START Data for this exercise

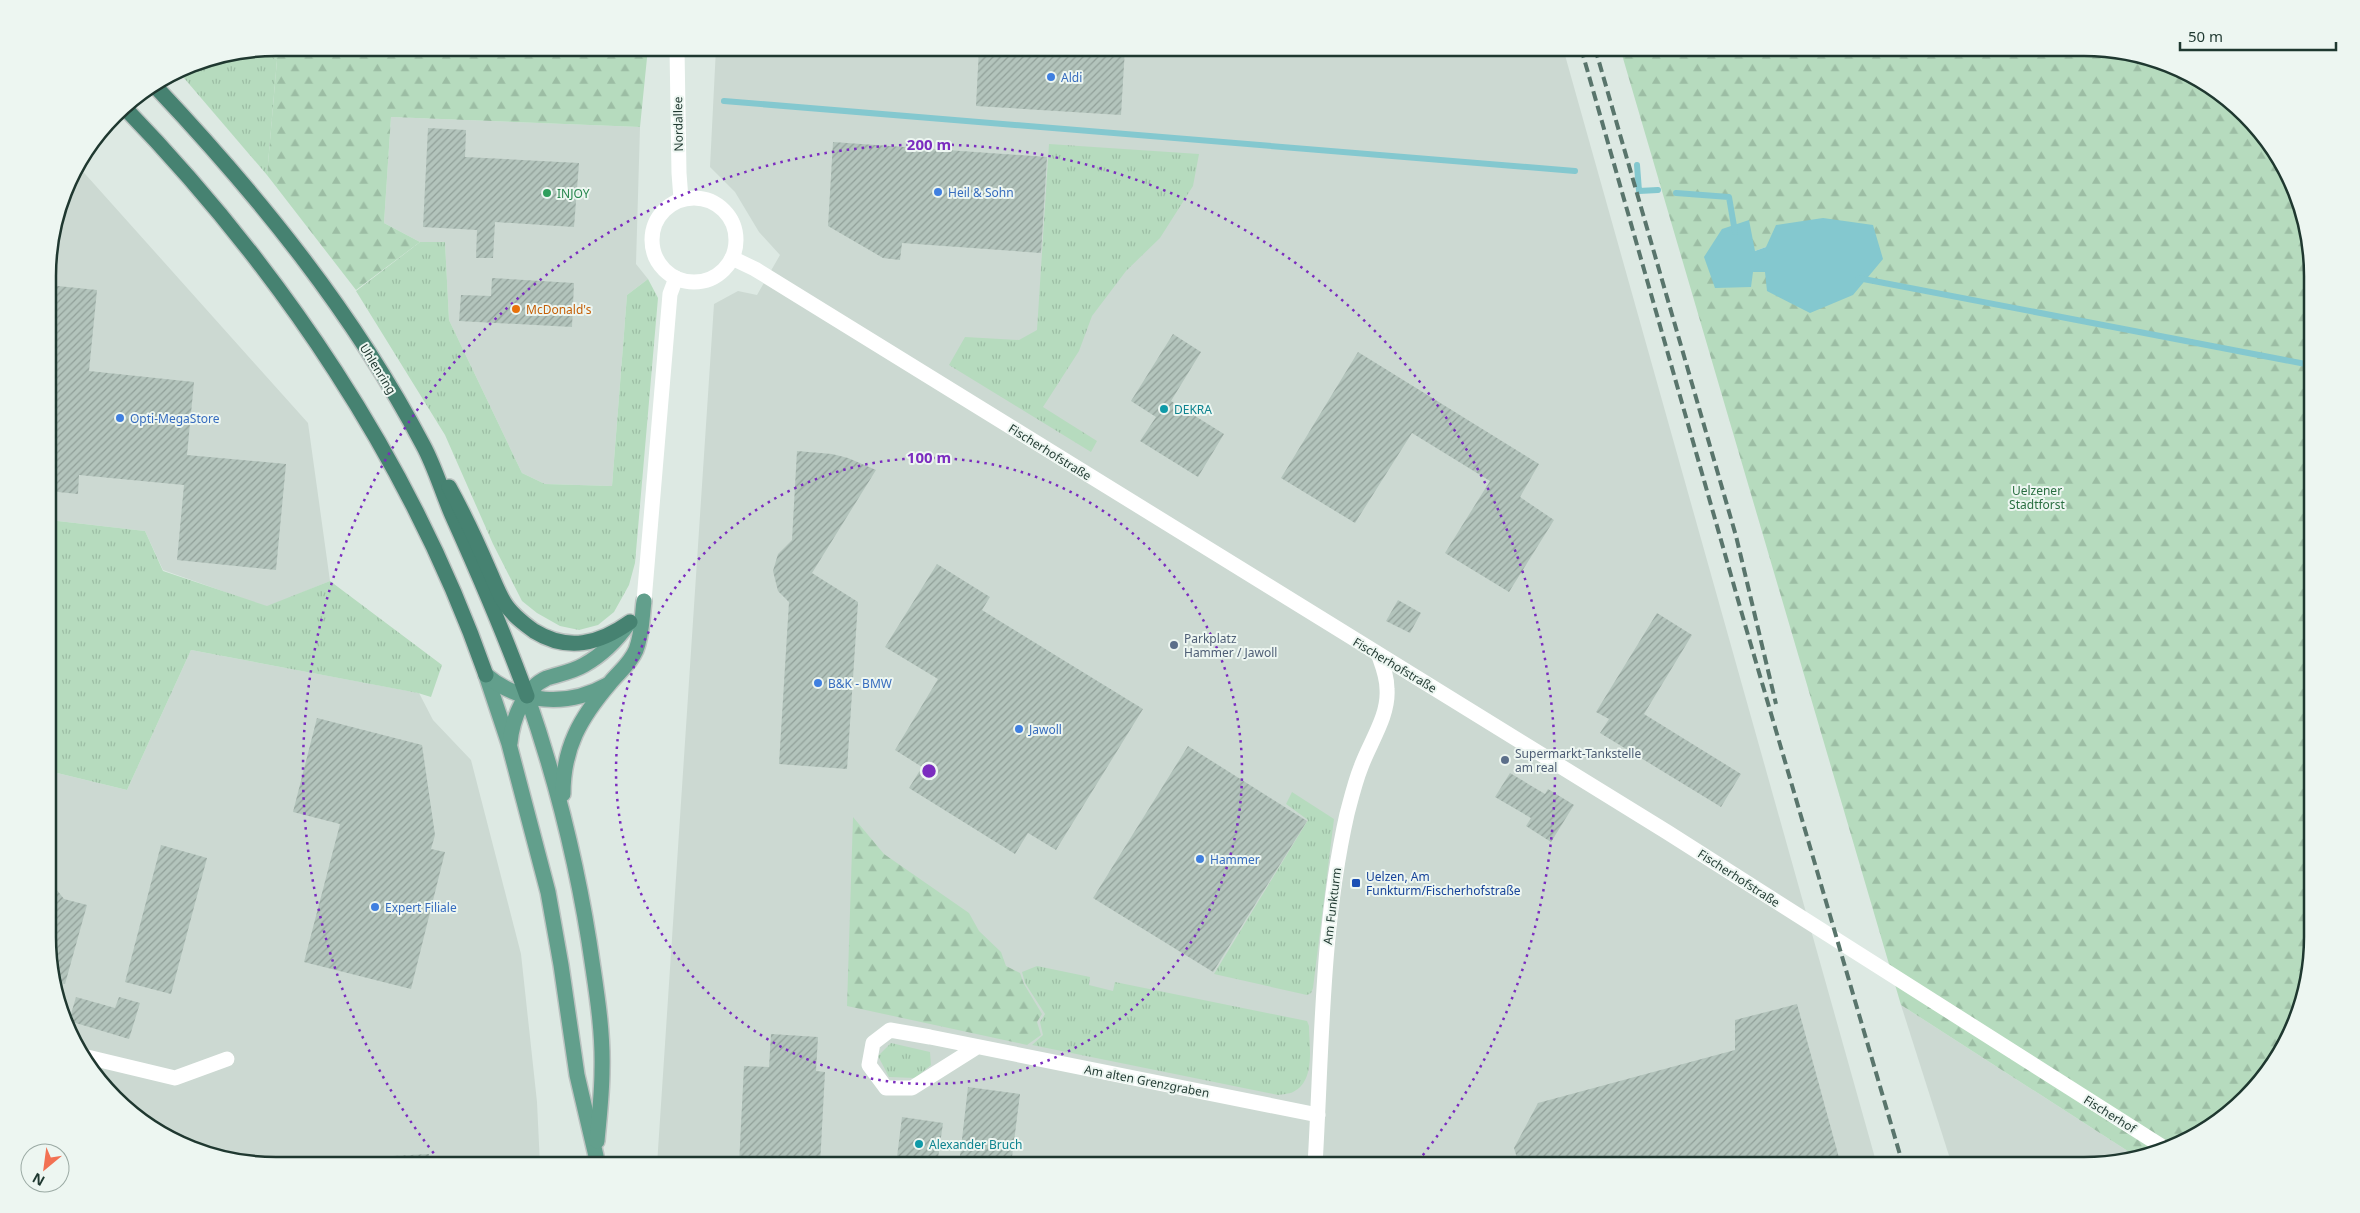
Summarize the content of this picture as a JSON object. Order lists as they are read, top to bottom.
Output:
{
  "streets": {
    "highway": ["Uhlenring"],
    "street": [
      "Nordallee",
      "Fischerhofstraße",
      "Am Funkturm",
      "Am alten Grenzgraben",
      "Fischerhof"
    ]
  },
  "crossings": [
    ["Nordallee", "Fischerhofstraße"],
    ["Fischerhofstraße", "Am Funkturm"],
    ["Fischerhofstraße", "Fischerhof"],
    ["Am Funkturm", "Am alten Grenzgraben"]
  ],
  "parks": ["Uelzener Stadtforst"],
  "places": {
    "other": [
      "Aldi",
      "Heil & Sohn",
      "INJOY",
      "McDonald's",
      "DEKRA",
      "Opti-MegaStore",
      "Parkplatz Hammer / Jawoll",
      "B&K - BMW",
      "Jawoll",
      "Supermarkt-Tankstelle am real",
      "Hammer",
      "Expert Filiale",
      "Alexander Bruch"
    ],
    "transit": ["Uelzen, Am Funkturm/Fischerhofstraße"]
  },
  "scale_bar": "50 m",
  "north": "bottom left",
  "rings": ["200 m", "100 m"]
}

END Data for this exercise

## Exercise brief
Exactly as written, reproduce all of the entries while dropping the pictures.

## Exercise output
Summarize the content of this picture as a JSON object. Order lists as they are read, top to bottom.
Output:
{
  "streets": {
    "highway": ["Uhlenring"],
    "street": [
      "Nordallee",
      "Fischerhofstraße",
      "Am Funkturm",
      "Am alten Grenzgraben",
      "Fischerhof"
    ]
  },
  "crossings": [
    ["Nordallee", "Fischerhofstraße"],
    ["Fischerhofstraße", "Am Funkturm"],
    ["Fischerhofstraße", "Fischerhof"],
    ["Am Funkturm", "Am alten Grenzgraben"]
  ],
  "parks": ["Uelzener Stadtforst"],
  "places": {
    "other": [
      "Aldi",
      "Heil & Sohn",
      "INJOY",
      "McDonald's",
      "DEKRA",
      "Opti-MegaStore",
      "Parkplatz Hammer / Jawoll",
      "B&K - BMW",
      "Jawoll",
      "Supermarkt-Tankstelle am real",
      "Hammer",
      "Expert Filiale",
      "Alexander Bruch"
    ],
    "transit": ["Uelzen, Am Funkturm/Fischerhofstraße"]
  },
  "scale_bar": "50 m",
  "north": "bottom left",
  "rings": ["200 m", "100 m"]
}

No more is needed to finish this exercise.